A vision of repositioning: When staff are incentivised and properly mobilised, they will most likely buy into the vision of the new leadership of the organisation. Prof. AbdulRashid Garba has his vision of how to re-position a national examination organisation as important as NECO. And that importance will be consolidated in the years to come as more and more Nigerian youth become mobilised for examinations that will be launch pads for tertiary education and a life of work to build our country. When institutions get the leadership that can inspire confidence and unfold new visions then newer vistas of development will surely open. NECO deserves a shiny place in the sun of Nigeria’s educational development and that is the central plank of the vision which drives Prof. AbdulRashid Garba’s leadership. That will gradually unfold in the years ahead and they will redound to the benefit of NECO and all its publics.

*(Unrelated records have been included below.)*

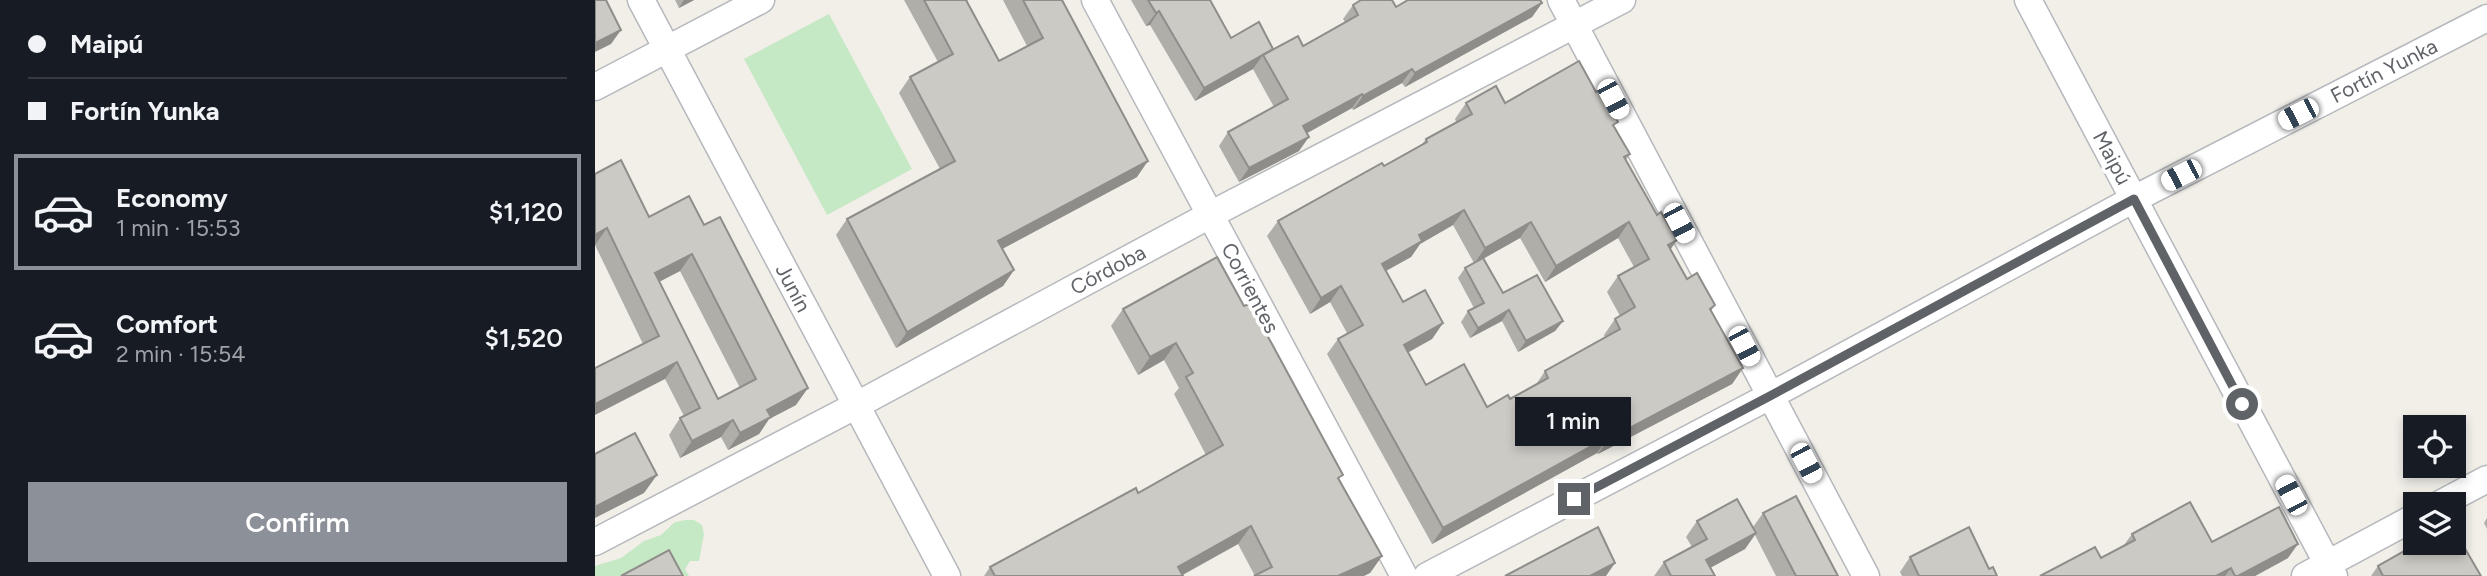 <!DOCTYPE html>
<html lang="en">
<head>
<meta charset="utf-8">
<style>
	body { margin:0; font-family:Figtree,sans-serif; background:#242831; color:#f1f3f6; height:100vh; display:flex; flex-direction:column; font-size:26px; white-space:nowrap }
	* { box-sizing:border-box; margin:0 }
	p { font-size:23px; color:#9ea1a6 }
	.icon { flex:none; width:38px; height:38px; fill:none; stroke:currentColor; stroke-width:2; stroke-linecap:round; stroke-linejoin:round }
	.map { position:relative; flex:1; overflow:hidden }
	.side { display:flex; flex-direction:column; background:#171b24; width:595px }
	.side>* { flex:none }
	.banner { display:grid; align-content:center; height:154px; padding:0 28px; background:#171b24 }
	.controls { position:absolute; left:1808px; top:415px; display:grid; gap:14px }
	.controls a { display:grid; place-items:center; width:63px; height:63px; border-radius:0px; background:#171b24; box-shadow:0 4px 10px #0003; font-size:35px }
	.end { position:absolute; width:32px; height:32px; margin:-16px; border:9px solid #5f6368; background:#fff; box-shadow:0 0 0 4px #fff }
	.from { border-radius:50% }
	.bubble { position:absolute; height:49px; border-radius:0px; background:#171b24; box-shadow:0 4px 10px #0003; font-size:23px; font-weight:600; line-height:49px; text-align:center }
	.car { position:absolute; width:21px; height:42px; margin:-21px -10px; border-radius:9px; box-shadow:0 0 5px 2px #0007; background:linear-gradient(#fff 24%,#345 0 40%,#fff 0 76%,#345 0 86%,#fff 0) }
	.banner b { display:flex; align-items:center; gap:24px; height:66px; font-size:26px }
	.banner b+b { border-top:2px solid #363941 }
	.banner i { width:18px; height:18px; background:#f1f3f6 }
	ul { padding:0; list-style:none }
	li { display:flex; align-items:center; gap:21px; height:116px; margin:0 14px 10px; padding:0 14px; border:4px solid transparent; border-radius:0px }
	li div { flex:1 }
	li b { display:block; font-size:26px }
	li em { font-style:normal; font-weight:600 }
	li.on { border-color:#8c9099 }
	li>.icon { width:63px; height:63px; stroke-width:1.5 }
	.button { display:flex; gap:14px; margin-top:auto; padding:14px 28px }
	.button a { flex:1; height:80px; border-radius:0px; background:#8c9099; color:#fff; font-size:28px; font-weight:600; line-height:80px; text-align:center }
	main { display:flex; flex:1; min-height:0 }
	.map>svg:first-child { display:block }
	.green { fill:#c5e8c5 }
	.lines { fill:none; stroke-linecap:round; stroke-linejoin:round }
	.street-casing { stroke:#b5b8bc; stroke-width:29 }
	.street { stroke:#fff; stroke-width:26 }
	.wall { fill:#afaea9; fill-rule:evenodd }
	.shaded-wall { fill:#8f8d8a }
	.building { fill:#cccac5; stroke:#8f8d8a; stroke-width:2; fill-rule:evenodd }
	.route { stroke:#5f6368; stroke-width:9 }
	.labels { text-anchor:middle; stroke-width:7; stroke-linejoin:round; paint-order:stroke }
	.street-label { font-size:21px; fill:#5f6368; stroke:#fff }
</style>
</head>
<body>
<main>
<section class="side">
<div class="banner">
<b><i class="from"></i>Maipú</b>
<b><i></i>Fortín Yunka</b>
</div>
<ul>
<li class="on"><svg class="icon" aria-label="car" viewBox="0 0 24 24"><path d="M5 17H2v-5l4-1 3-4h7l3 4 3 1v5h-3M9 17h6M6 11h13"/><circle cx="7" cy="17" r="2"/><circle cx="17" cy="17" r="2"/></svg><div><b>Economy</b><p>1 min · 15:53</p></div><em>$1,120</em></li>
<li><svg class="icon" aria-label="car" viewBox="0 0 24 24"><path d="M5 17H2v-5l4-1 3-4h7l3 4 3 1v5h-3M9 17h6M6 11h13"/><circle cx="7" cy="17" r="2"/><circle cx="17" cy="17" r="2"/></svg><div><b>Comfort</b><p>2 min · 15:54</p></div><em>$1,520</em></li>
</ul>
<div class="button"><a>Confirm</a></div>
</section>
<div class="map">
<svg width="1892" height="576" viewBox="0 0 1892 576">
	<rect width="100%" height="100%" fill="#f1efe8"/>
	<g class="green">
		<path d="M234,14L317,169L232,215L149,59Z"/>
		<path d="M90,520H99L107,525L109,534L104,561H95L90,569L94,576H0V566L26,558L49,541L66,535L80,522Z"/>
	</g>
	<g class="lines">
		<defs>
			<g id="street">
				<path d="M46,0L352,576"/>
				<path d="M500,0L809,576"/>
				<path d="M966,0L1271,576"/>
				<path d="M1433,0L1739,576"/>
				<path d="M0,87L166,0"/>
				<path d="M1845,504L1892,479"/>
				<path d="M0,542L260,406L615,215L1027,0"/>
				<path d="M832,576L1175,396L1539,199L1892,18"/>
				<path d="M1710,576L1820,517"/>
			</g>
		</defs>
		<use href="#street" class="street-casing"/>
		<use href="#street" class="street"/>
	</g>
	<g class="wall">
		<path d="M80,0H99L84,8Z"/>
		<path d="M309,0H373L372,1L404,61L432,46L408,0H467L542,177L407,249L419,270L408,286L301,348L241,235L252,219L345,169L304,93L315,77L343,62Z"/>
		<path d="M536,0H615L636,38L678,49L708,46L750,22L748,19L758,5L801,7L947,3L937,17L810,87L807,83L758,110L757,108L712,133L704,151L644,182L624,146L633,132L679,107L658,69L600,101L555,25L551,26Z"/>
		<path d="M871,103H910L1020,127L1035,154L1031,160L1076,249L1092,279L1120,305L1116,311L1148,368L1137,384L1003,454L1002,453L837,544L732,354L743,339L752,333L735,302L715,314L672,236L683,221L789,166L827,144L831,139L861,122L860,119ZM858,225L879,263L870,268L863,278L879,308L873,311L866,322L875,338L907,321L923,352L960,331L968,321L908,293L889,258L925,238L950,282L1023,238L1039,267L1023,276L1012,292L1025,316L1020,319L1009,335L1010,338L950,371L940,386L915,399L892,407L831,385L813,352L837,339L848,323L808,302L791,271L816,257L825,244Z"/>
		<path d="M0,174L54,217L94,196L201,405L174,419L164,434L133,450L126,437L85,458L74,435L85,418L89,416L70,379L48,344L0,245ZM85,271L145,388L123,399L64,282Z"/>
		<path d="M622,257L787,556L775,573L660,576L643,544L588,575V576H389L395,567L543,493L611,455L579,394L584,388L569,360L543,375L516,326L528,309Z"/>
		<path d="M1168,513L1243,576H1181L1160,535L1150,549L1115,568L1120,576H1059L1069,562L1097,547L1091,537L1102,521L1158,527Z"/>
		<path d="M1892,518V529L1889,523Z"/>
		<path d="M1537,534L1617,542L1693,558L1660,576H1445L1506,558L1529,545Z"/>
		<path d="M1822,549L1886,576H1776L1783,566Z"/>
		<path d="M1315,557L1394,569L1402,576H1307L1305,572Z"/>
	</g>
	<g class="shaded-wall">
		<path d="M89,0H99L84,8Z"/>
		<path d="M947,3L937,17L810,87L820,73Z"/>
		<path d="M564,11L555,25L551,26L561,13Z"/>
		<path d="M26,30L16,44L0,52V43Z"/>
		<path d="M668,55L658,69L600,101L609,88Z"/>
		<path d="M817,69L807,83L758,110L768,96Z"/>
		<path d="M767,94L757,108L698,141L708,126Z"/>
		<path d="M714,137L704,151L644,182L654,168Z"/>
		<path d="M553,161L542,177L392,257L403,241Z"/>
		<path d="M869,210L858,225L825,244L816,257L776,279L787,264L824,235Z"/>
		<path d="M936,222L925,238L879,264L890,248Z"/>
		<path d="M1034,222L1023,238L950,282L961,266Z"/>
		<path d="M12,228L0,245V235Z"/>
		<path d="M1082,240L1071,256L1073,245Z"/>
		<path d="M97,254L85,271L48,290L60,273Z"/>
		<path d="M419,270L408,286L301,348L312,332Z"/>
		<path d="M746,286L735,302L715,314L726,298Z"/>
		<path d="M914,310L907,321L875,338L883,328Z"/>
		<path d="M968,321L960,331L923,352L931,341Z"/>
		<path d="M848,323L837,339L798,361L809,345Z"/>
		<path d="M581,343L569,360L543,375L555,357Z"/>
		<path d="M82,362L70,379L0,415V404Z"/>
		<path d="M1148,368L1137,384L1003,454L1014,439Z"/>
		<path d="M213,388L201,405L174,419L164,434L133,450L145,433L172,410Z"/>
		<path d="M138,420L126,437L85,458L97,441Z"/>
		<path d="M1013,437L1002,453L837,544L848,528Z"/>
		<path d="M62,475L49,493L0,518V507Z"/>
		<path d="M656,526L643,544L585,576L583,567Z"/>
		<path d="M1161,533L1150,549L1100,576L1111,560Z"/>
		<path d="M1703,544L1693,558L1660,576H1643Z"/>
		<path d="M787,556L775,573L769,576H743Z"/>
		<path d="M1020,563L1011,576H995Z"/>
		<path d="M1636,568L1630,576H1621Z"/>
	</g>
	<g class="building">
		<path d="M0,0H11L26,30L0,43Z"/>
		<path d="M329,0H371L404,61L448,38L428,0H467L553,161L403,241L419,270L312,332L252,219L360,161L315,77L358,54Z"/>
		<path d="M553,0H615L636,38L664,22L678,49L609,88L564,11L561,13Z"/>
		<path d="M766,0H797L801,7L813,0H945L947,3L820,73L817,69L768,96L767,94L708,126L714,137L654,168L633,132L693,99L668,55L703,36L708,46L763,15L758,5Z"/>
		<path d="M984,61L1001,92L1005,89L1023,122L1018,125L1035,154L1029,157L1062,215L1066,212L1082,240L1073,245L1092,279L1102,273L1120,305L1115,309L1148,368L1014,439L1013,437L848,528L743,339L768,325L746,286L726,298L683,221L787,163L789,166L832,142L831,139L877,114L871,103L901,86L910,103ZM869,210L890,248L936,222L961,266L1034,222L1054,259L1023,276L1040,307L1020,319L1025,329L950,371L953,378L915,399L913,395L892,407L869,364L831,385L809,345L848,323L830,290L808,302L787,264L827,241L824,235Z"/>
		<path d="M26,160L54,217L94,196L109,225L125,217L213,388L172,410L176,417L145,433L138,420L97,441L85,418L105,408L82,362L0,404V368L64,336L12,228L0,235V174ZM97,254L161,379L123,399L60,273Z"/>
		<path d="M622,257L649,306L654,304L671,333L748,475L743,478L787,556L743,576H659L677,567L656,526L583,567L588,576H400L395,567L541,488L543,493L628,445L591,377L598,373L581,343L555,357L528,309Z"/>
		<path d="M888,258L908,293L942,275L968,321L931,341L914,310L883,328L873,311L889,303L870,268Z"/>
		<path d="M40,433L62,475L0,507V454Z"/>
		<path d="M1201,496L1243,576H1201L1168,513Z"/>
		<path d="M1142,499L1161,533L1111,560L1120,576H1076L1069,562L1112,539L1102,521Z"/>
		<path d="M1595,502L1617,542L1684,507L1703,544L1643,576H1640L1636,568L1621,576H1445L1500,547L1506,558L1540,540L1537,534Z"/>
		<path d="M1003,527L1020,563L995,576H910Z"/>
		<path d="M1374,527L1394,569L1398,567L1402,576H1324L1315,557Z"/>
		<path d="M1858,528L1886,576H1788L1783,566L1820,545L1822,549L1833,542H1858Z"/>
		<path d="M74,550L88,576H26Z"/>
	</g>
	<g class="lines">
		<path class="route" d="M979,499L1175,396L1539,199L1647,404"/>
	</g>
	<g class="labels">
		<g class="street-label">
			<text transform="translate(1789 71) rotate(-27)" y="7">Fortín Yunka</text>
			<text transform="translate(1517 158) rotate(62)" y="7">Maipú</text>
			<text transform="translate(513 270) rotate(-28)" y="7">Córdoba</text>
			<text transform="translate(198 288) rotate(62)" y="7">Junín</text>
			<text transform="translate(655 288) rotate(62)" y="7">Corrientes</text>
		</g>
	</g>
</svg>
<div class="controls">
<a><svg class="icon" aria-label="locate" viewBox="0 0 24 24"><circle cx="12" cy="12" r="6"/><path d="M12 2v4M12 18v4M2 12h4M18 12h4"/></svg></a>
<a><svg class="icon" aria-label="layers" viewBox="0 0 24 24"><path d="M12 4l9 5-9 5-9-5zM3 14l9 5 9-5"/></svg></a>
</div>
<i class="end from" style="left:1647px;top:404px"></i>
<i class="end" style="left:979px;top:499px"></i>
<div class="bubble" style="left:920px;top:397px;width:116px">1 min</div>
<i class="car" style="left:1018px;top:99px;rotate:152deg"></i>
<i class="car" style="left:1703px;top:114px;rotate:243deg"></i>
<i class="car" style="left:1586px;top:175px;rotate:243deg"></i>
<i class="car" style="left:1084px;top:223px;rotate:152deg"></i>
<i class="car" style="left:1149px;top:346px;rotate:152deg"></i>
<i class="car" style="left:1211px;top:463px;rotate:152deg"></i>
<i class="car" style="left:1696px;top:495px;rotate:332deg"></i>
</div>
</main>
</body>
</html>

Pains of Nigerian teachers and absurdities of the NANS

ON Monday this week, Nigerian teachers joined their counterparts around the world to celebrate World Teachers’ Day. The National President of the Nigeria Union of Teachers (NUT), Comrade Michael Olukoya underlined the serious security threat that faces Nigerian teachers today, against the backdrop of the Boko Haram insurgency.

Today, 19, 000 teachers are recorded amongst the Internally Displaced Persons (IDPs) in the Northeast part of our country; while over 600 teachers have lost their lives to terror attacks.

They included 308 teachers in Borno; 75 in Adamawa; 18 in Yobe; 25 in Kaduna; 120 in Plateau; 63 in Kano and 2 in Gombe state. Central to the belief system of Boko Haram, is that ‘Western’ education is a ‘sin’, and they have therefore targeted teachers; pupils and educational infrastructure in the Northeast of Nigeria.

The people of these states have suffered untold hardships and that is made particularly vicious by the fact that these are already disadvantaged people and states in the first place, and so the little that they possess has been systematically targeted for destruction by the insurgency.

Reconstruction of infrastructure

It is imperative not only to defeat Boko Haram, but to also begin a process of rehabilitation and reconstruction of infrastructure, particularly educational infrastructure, in that part of Nigeria.

And the best way to defeat the fanatical and backwards ideology is to ensure that education is given a pride of place for girls and boys so they can help to build their states, region and our country in general, in an atmosphere of peace and democratic consolidation.

In that process, adequately remunerated and motivated teachers will play a central role.

As we talk about our teachers and their plight, a tragedy of monumental proportions is unfolding amongst Nigerian students at the tertiary level of education. The National Association of Nigerian Students (NANS) has made a transition from conscience of Nigerian society to an association of student touts and thugs.

I say that with pain in my heart, because as President of the University of Lagos’ Marxist League in 1980/81, it was my generation of student activists that drew up the NANS NIGERIAN STUDENTS CHARTER OF DEMANDS.

It was a very militant, democratic and anti-dictatorship platform, which represented the yearnings of Nigerian students for a patriotic education that served Nigeria’s development and was in tandem with the demands of the Nigerian working people and the patriotic democratic movement in Nigeria.

Nigerian students had a proud tradition of standing for the best interests of the Nigerian people. But today the story is different.
Our student movement has become an organization of thugs and touts available for the highest bidder, usually the most despicable and corrupt politicians in the land. NANS now issues very dubious awards as it did this week to the controversial politician Buruji Kasahamu. And a few weeks ago, it was also hired to demonstrate in support of Bukola Saraki!

Certainly, that is not the same NANS that we painstakingly built as a platform of ideals and patriotism. If we wait long enough, everything changes.

In NANS case, the change is for the worst and its mercenary condition just shows that Nigeria’s future is in considerable jeopardy with the type of characters posturing in today’s NANS leadership! Pity.